REQUIREMENT:
Here you must reproduce each line of the data exactly.
*****
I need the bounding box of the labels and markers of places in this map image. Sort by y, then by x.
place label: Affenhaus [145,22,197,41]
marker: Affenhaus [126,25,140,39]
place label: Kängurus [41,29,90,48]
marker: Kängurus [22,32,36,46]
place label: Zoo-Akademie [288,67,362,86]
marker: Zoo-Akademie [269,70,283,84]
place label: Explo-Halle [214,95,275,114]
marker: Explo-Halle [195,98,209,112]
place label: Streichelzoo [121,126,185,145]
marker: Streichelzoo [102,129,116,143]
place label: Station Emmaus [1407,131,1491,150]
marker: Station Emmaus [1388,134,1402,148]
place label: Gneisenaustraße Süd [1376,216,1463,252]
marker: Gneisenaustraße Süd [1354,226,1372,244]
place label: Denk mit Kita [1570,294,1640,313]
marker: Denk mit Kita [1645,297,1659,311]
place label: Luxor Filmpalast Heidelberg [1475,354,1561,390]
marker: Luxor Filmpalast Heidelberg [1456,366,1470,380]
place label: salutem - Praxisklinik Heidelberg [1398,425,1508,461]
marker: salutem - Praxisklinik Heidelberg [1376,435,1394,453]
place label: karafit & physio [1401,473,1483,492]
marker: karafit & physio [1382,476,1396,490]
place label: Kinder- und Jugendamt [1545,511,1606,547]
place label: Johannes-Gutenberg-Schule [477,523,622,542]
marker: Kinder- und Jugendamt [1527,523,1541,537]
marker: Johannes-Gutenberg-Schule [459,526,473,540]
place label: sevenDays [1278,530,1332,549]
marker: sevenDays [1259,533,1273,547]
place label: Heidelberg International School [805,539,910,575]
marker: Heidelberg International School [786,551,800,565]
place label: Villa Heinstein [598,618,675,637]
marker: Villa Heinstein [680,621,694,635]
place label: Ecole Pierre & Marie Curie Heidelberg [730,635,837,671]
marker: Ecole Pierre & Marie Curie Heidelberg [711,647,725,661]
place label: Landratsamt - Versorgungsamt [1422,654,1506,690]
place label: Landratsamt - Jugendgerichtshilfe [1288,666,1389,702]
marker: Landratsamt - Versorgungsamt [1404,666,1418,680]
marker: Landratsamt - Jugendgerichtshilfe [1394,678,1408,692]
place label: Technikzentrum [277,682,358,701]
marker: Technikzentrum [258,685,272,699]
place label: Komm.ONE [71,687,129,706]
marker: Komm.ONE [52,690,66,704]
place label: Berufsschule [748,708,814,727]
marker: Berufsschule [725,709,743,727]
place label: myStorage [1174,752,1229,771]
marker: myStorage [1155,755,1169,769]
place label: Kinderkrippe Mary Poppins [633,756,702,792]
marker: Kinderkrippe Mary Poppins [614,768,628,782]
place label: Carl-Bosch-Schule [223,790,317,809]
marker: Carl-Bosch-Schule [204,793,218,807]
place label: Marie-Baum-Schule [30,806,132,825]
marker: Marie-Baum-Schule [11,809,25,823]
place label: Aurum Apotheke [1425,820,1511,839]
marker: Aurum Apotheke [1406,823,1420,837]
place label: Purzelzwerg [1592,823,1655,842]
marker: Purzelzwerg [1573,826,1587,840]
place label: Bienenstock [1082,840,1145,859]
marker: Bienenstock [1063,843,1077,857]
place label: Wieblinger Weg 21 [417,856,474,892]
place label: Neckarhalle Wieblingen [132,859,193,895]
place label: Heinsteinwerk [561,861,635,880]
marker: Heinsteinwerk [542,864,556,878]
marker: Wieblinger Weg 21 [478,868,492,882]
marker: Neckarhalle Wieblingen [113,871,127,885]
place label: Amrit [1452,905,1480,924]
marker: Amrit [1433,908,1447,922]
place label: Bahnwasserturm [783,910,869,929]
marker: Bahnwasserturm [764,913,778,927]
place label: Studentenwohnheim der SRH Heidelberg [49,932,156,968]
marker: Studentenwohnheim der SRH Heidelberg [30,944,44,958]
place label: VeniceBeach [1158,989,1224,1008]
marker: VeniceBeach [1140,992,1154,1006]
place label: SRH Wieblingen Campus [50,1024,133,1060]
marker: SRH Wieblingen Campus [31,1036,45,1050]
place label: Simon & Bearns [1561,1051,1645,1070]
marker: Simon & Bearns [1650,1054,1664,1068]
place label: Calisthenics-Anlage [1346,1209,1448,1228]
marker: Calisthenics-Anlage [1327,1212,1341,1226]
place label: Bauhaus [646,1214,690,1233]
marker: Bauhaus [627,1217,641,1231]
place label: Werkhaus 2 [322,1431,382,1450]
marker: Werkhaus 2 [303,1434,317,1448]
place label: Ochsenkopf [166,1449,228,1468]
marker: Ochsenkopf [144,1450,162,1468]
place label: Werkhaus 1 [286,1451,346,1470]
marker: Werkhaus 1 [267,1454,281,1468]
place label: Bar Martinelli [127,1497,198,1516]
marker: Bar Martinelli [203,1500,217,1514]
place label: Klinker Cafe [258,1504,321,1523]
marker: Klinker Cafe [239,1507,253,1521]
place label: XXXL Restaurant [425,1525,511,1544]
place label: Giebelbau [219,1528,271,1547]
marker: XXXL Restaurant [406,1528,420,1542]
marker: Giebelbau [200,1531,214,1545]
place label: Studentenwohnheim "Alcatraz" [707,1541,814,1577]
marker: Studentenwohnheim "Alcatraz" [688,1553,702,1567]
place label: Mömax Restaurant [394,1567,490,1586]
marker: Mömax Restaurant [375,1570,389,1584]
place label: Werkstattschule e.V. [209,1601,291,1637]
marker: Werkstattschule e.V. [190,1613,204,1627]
*****
RESPONSE:
I need the bounding box of the labels and markers of places in this map image. Sort by y, then by x.
place label: Affenhaus [145,22,197,41]
marker: Affenhaus [126,25,140,39]
place label: Kängurus [41,29,90,48]
marker: Kängurus [22,32,36,46]
place label: Zoo-Akademie [288,67,362,86]
marker: Zoo-Akademie [269,70,283,84]
place label: Explo-Halle [214,95,275,114]
marker: Explo-Halle [195,98,209,112]
place label: Streichelzoo [121,126,185,145]
marker: Streichelzoo [102,129,116,143]
place label: Station Emmaus [1407,131,1491,150]
marker: Station Emmaus [1388,134,1402,148]
place label: Gneisenaustraße Süd [1376,216,1463,252]
marker: Gneisenaustraße Süd [1354,226,1372,244]
place label: Denk mit Kita [1570,294,1640,313]
marker: Denk mit Kita [1645,297,1659,311]
place label: Luxor Filmpalast Heidelberg [1475,354,1561,390]
marker: Luxor Filmpalast Heidelberg [1456,366,1470,380]
place label: salutem - Praxisklinik Heidelberg [1398,425,1508,461]
marker: salutem - Praxisklinik Heidelberg [1376,435,1394,453]
place label: karafit & physio [1401,473,1483,492]
marker: karafit & physio [1382,476,1396,490]
place label: Kinder- und Jugendamt [1545,511,1606,547]
place label: Johannes-Gutenberg-Schule [477,523,622,542]
marker: Kinder- und Jugendamt [1527,523,1541,537]
marker: Johannes-Gutenberg-Schule [459,526,473,540]
place label: sevenDays [1278,530,1332,549]
marker: sevenDays [1259,533,1273,547]
place label: Heidelberg International School [805,539,910,575]
marker: Heidelberg International School [786,551,800,565]
place label: Villa Heinstein [598,618,675,637]
marker: Villa Heinstein [680,621,694,635]
place label: Ecole Pierre & Marie Curie Heidelberg [730,635,837,671]
marker: Ecole Pierre & Marie Curie Heidelberg [711,647,725,661]
place label: Landratsamt - Versorgungsamt [1422,654,1506,690]
place label: Landratsamt - Jugendgerichtshilfe [1288,666,1389,702]
marker: Landratsamt - Versorgungsamt [1404,666,1418,680]
marker: Landratsamt - Jugendgerichtshilfe [1394,678,1408,692]
place label: Technikzentrum [277,682,358,701]
marker: Technikzentrum [258,685,272,699]
place label: Komm.ONE [71,687,129,706]
marker: Komm.ONE [52,690,66,704]
place label: Berufsschule [748,708,814,727]
marker: Berufsschule [725,709,743,727]
place label: myStorage [1174,752,1229,771]
marker: myStorage [1155,755,1169,769]
place label: Kinderkrippe Mary Poppins [633,756,702,792]
marker: Kinderkrippe Mary Poppins [614,768,628,782]
place label: Carl-Bosch-Schule [223,790,317,809]
marker: Carl-Bosch-Schule [204,793,218,807]
place label: Marie-Baum-Schule [30,806,132,825]
marker: Marie-Baum-Schule [11,809,25,823]
place label: Aurum Apotheke [1425,820,1511,839]
marker: Aurum Apotheke [1406,823,1420,837]
place label: Purzelzwerg [1592,823,1655,842]
marker: Purzelzwerg [1573,826,1587,840]
place label: Bienenstock [1082,840,1145,859]
marker: Bienenstock [1063,843,1077,857]
place label: Wieblinger Weg 21 [417,856,474,892]
place label: Neckarhalle Wieblingen [132,859,193,895]
place label: Heinsteinwerk [561,861,635,880]
marker: Heinsteinwerk [542,864,556,878]
marker: Wieblinger Weg 21 [478,868,492,882]
marker: Neckarhalle Wieblingen [113,871,127,885]
place label: Amrit [1452,905,1480,924]
marker: Amrit [1433,908,1447,922]
place label: Bahnwasserturm [783,910,869,929]
marker: Bahnwasserturm [764,913,778,927]
place label: Studentenwohnheim der SRH Heidelberg [49,932,156,968]
marker: Studentenwohnheim der SRH Heidelberg [30,944,44,958]
place label: VeniceBeach [1158,989,1224,1008]
marker: VeniceBeach [1140,992,1154,1006]
place label: SRH Wieblingen Campus [50,1024,133,1060]
marker: SRH Wieblingen Campus [31,1036,45,1050]
place label: Simon & Bearns [1561,1051,1645,1070]
marker: Simon & Bearns [1650,1054,1664,1068]
place label: Calisthenics-Anlage [1346,1209,1448,1228]
marker: Calisthenics-Anlage [1327,1212,1341,1226]
place label: Bauhaus [646,1214,690,1233]
marker: Bauhaus [627,1217,641,1231]
place label: Werkhaus 2 [322,1431,382,1450]
marker: Werkhaus 2 [303,1434,317,1448]
place label: Ochsenkopf [166,1449,228,1468]
marker: Ochsenkopf [144,1450,162,1468]
place label: Werkhaus 1 [286,1451,346,1470]
marker: Werkhaus 1 [267,1454,281,1468]
place label: Bar Martinelli [127,1497,198,1516]
marker: Bar Martinelli [203,1500,217,1514]
place label: Klinker Cafe [258,1504,321,1523]
marker: Klinker Cafe [239,1507,253,1521]
place label: XXXL Restaurant [425,1525,511,1544]
place label: Giebelbau [219,1528,271,1547]
marker: XXXL Restaurant [406,1528,420,1542]
marker: Giebelbau [200,1531,214,1545]
place label: Studentenwohnheim "Alcatraz" [707,1541,814,1577]
marker: Studentenwohnheim "Alcatraz" [688,1553,702,1567]
place label: Mömax Restaurant [394,1567,490,1586]
marker: Mömax Restaurant [375,1570,389,1584]
place label: Werkstattschule e.V. [209,1601,291,1637]
marker: Werkstattschule e.V. [190,1613,204,1627]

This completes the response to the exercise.